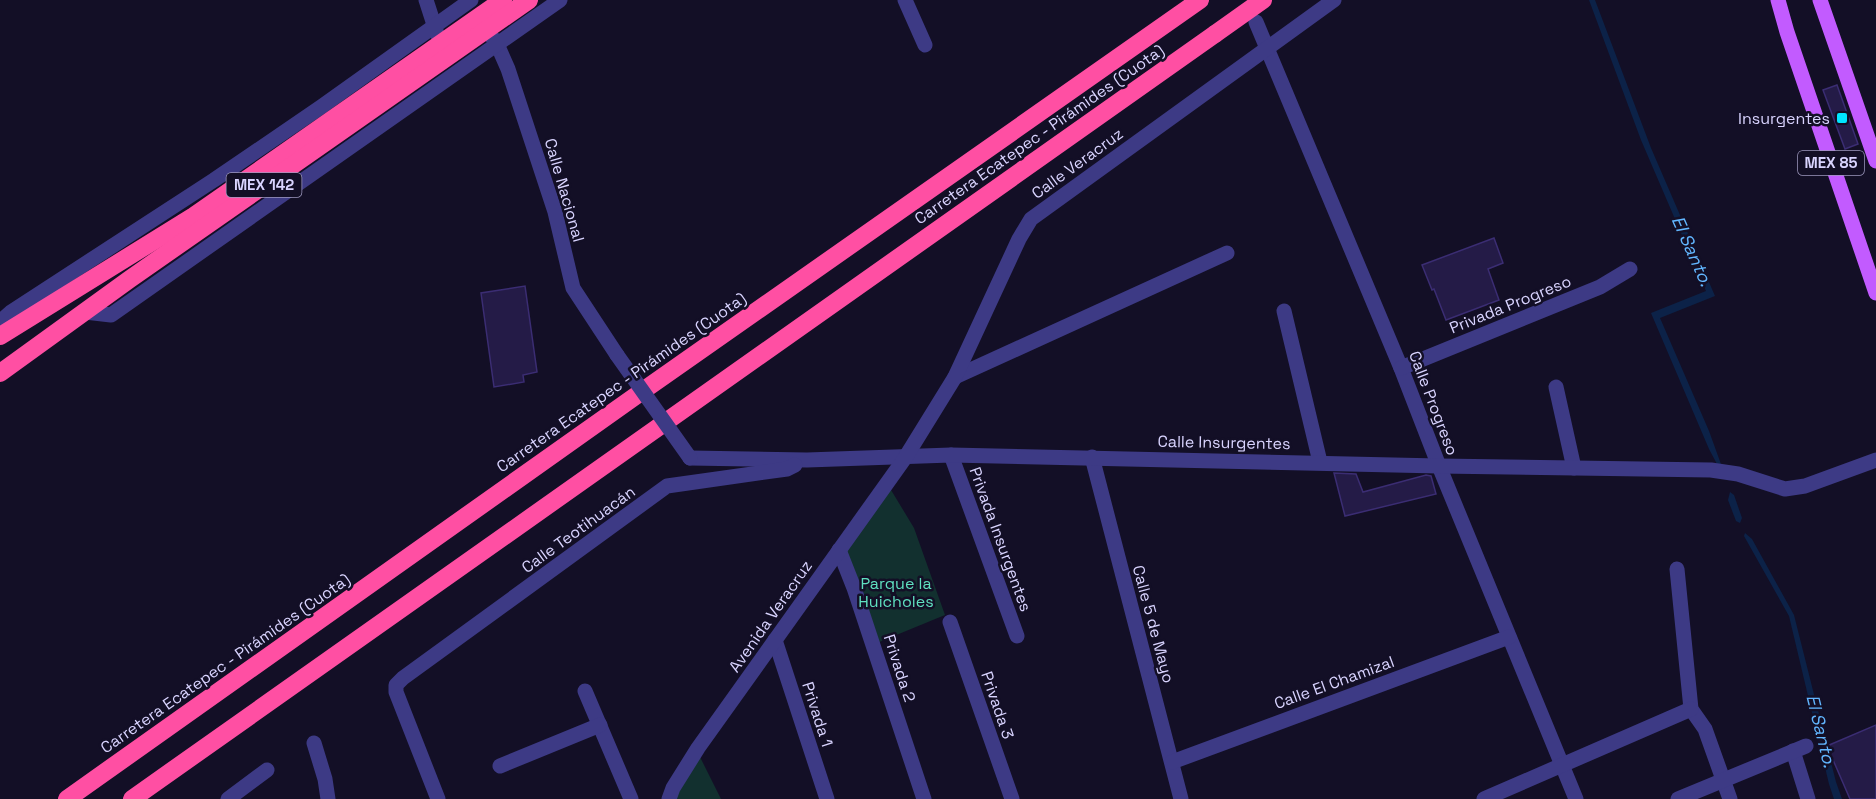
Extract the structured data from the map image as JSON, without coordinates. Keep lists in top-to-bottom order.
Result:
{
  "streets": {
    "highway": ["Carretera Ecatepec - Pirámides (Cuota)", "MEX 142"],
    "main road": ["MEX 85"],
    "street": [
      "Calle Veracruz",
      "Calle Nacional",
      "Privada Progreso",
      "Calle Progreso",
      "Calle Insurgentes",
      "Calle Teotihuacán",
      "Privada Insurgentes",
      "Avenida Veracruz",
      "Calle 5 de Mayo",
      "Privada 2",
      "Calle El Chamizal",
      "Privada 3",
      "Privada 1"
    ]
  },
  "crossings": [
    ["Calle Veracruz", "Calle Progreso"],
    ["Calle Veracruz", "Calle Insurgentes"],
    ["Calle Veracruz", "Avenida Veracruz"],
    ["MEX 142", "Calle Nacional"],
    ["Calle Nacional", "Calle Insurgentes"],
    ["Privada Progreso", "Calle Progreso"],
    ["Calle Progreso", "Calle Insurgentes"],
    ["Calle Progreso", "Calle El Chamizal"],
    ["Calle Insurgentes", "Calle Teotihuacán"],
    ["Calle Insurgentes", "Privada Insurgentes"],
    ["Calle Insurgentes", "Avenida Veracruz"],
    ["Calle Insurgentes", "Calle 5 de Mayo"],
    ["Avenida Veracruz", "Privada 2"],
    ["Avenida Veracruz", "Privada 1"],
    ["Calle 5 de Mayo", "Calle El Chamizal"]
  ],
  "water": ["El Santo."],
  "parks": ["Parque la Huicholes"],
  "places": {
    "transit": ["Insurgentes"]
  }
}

::::

→ What this task involves
Reproduce the material word for word. Any pictures should be left out of the copy.

→ Exercise answer
Extract the structured data from the map image as JSON, without coordinates. Keep lists in top-to-bottom order.
Result:
{
  "streets": {
    "highway": ["Carretera Ecatepec - Pirámides (Cuota)", "MEX 142"],
    "main road": ["MEX 85"],
    "street": [
      "Calle Veracruz",
      "Calle Nacional",
      "Privada Progreso",
      "Calle Progreso",
      "Calle Insurgentes",
      "Calle Teotihuacán",
      "Privada Insurgentes",
      "Avenida Veracruz",
      "Calle 5 de Mayo",
      "Privada 2",
      "Calle El Chamizal",
      "Privada 3",
      "Privada 1"
    ]
  },
  "crossings": [
    ["Calle Veracruz", "Calle Progreso"],
    ["Calle Veracruz", "Calle Insurgentes"],
    ["Calle Veracruz", "Avenida Veracruz"],
    ["MEX 142", "Calle Nacional"],
    ["Calle Nacional", "Calle Insurgentes"],
    ["Privada Progreso", "Calle Progreso"],
    ["Calle Progreso", "Calle Insurgentes"],
    ["Calle Progreso", "Calle El Chamizal"],
    ["Calle Insurgentes", "Calle Teotihuacán"],
    ["Calle Insurgentes", "Privada Insurgentes"],
    ["Calle Insurgentes", "Avenida Veracruz"],
    ["Calle Insurgentes", "Calle 5 de Mayo"],
    ["Avenida Veracruz", "Privada 2"],
    ["Avenida Veracruz", "Privada 1"],
    ["Calle 5 de Mayo", "Calle El Chamizal"]
  ],
  "water": ["El Santo."],
  "parks": ["Parque la Huicholes"],
  "places": {
    "transit": ["Insurgentes"]
  }
}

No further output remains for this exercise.